╭──
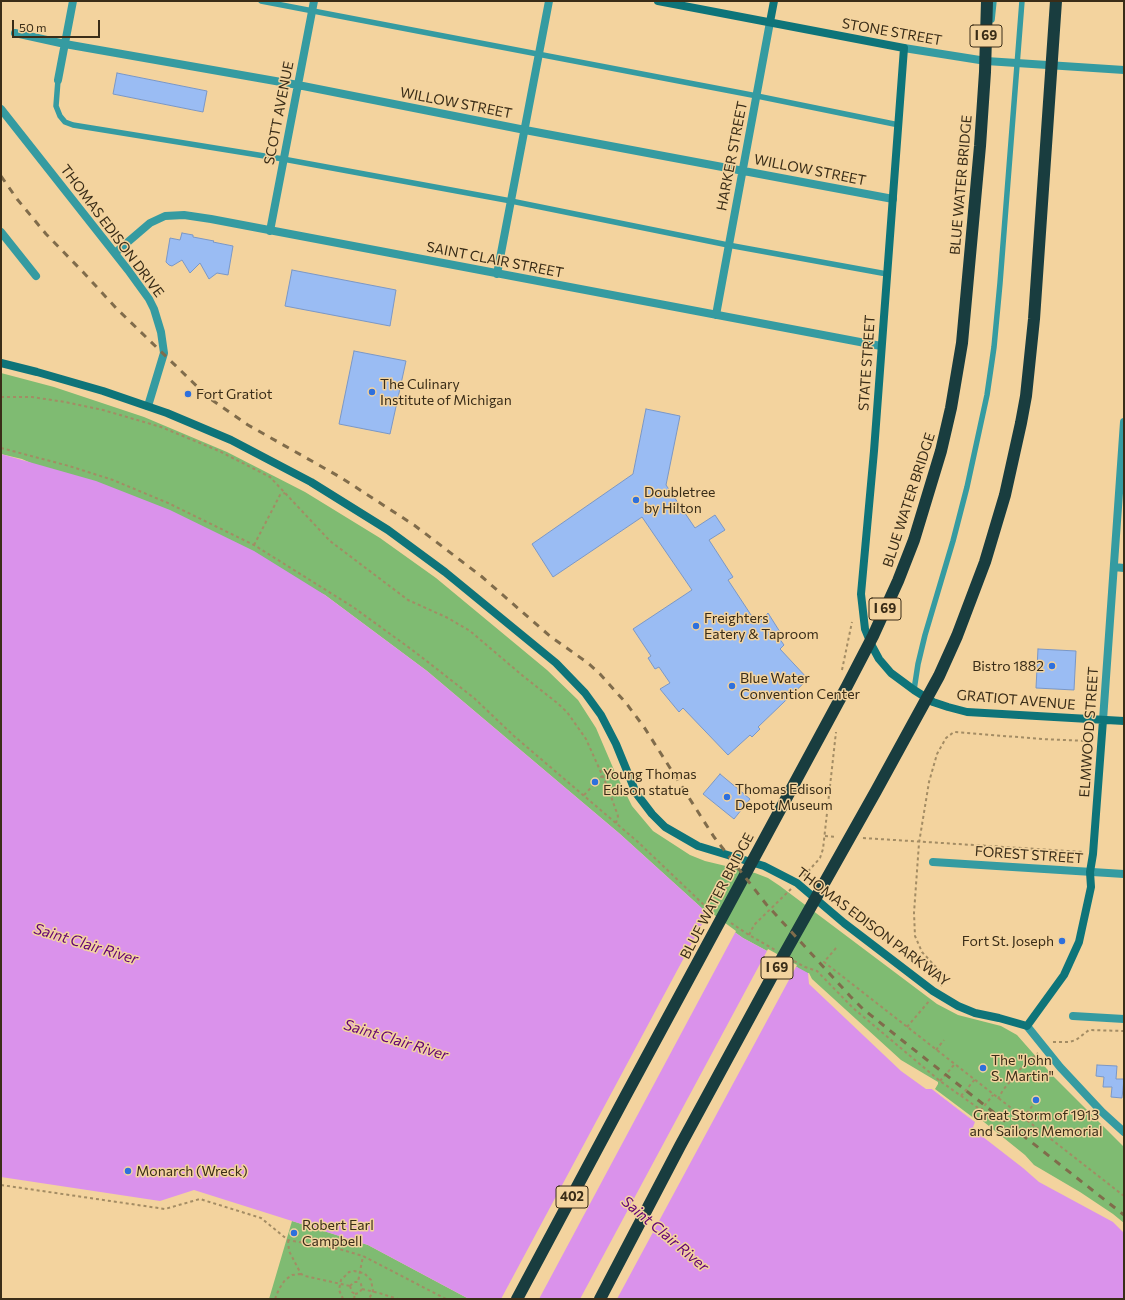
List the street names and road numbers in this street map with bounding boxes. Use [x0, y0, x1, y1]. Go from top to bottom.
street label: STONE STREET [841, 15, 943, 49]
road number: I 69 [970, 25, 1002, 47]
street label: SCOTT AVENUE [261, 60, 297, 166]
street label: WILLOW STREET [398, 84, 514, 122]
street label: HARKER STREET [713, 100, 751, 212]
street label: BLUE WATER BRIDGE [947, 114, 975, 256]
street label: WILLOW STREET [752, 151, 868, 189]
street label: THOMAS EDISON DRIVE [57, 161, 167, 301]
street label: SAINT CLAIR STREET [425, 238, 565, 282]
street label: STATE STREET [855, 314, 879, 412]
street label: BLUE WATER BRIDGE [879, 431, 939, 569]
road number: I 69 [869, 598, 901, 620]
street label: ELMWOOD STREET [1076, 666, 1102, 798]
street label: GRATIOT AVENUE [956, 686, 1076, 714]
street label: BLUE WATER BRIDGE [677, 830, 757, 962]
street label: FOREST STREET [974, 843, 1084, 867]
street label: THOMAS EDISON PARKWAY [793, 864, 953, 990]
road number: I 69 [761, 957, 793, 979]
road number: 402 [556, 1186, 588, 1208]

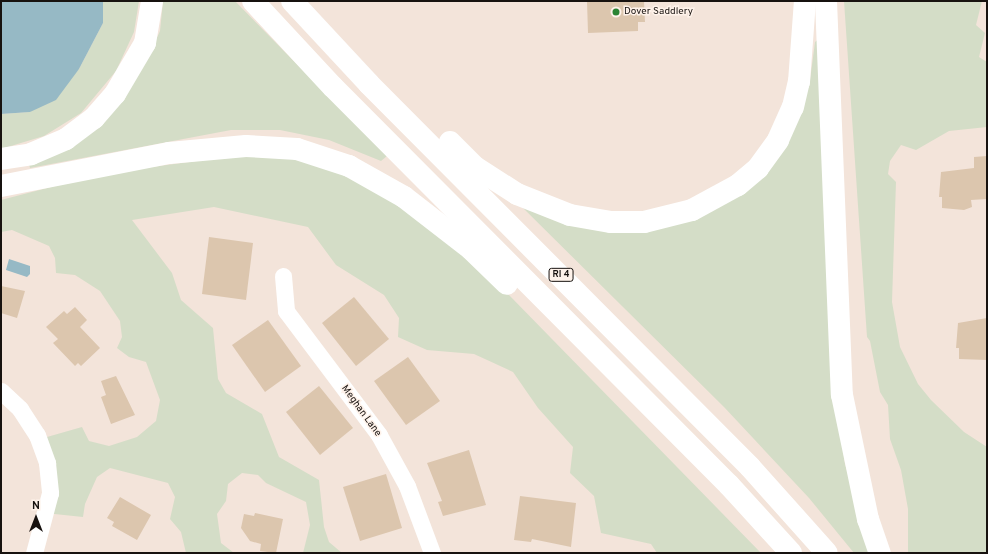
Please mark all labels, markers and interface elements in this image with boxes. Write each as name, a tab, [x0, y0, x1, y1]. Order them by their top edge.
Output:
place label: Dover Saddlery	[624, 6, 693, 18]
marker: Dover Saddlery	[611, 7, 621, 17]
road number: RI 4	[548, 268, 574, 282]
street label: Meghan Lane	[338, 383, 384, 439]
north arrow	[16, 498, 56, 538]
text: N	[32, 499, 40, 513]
╰──
» WHAT IS BEING ASKED: Output every entry exactly. Pictures stay out.

» ANSWER BELOW:
List the street names and road numbers in this street map with bounding boxes. Use [x0, y0, x1, y1]. Go from top to bottom.
street label: STONE STREET [841, 15, 943, 49]
road number: I 69 [970, 25, 1002, 47]
street label: SCOTT AVENUE [261, 60, 297, 166]
street label: WILLOW STREET [398, 84, 514, 122]
street label: HARKER STREET [713, 100, 751, 212]
street label: BLUE WATER BRIDGE [947, 114, 975, 256]
street label: WILLOW STREET [752, 151, 868, 189]
street label: THOMAS EDISON DRIVE [57, 161, 167, 301]
street label: SAINT CLAIR STREET [425, 238, 565, 282]
street label: STATE STREET [855, 314, 879, 412]
street label: BLUE WATER BRIDGE [879, 431, 939, 569]
road number: I 69 [869, 598, 901, 620]
street label: ELMWOOD STREET [1076, 666, 1102, 798]
street label: GRATIOT AVENUE [956, 686, 1076, 714]
street label: BLUE WATER BRIDGE [677, 830, 757, 962]
street label: FOREST STREET [974, 843, 1084, 867]
street label: THOMAS EDISON PARKWAY [793, 864, 953, 990]
road number: I 69 [761, 957, 793, 979]
road number: 402 [556, 1186, 588, 1208]

Please mark all labels, markers and interface elements in this image with boxes. Write each as name, a tab, [x0, y0, x1, y1]. Order them by their top edge.
Output:
place label: Dover Saddlery	[624, 6, 693, 18]
marker: Dover Saddlery	[611, 7, 621, 17]
road number: RI 4	[548, 268, 574, 282]
street label: Meghan Lane	[338, 383, 384, 439]
north arrow	[16, 498, 56, 538]
text: N	[32, 499, 40, 513]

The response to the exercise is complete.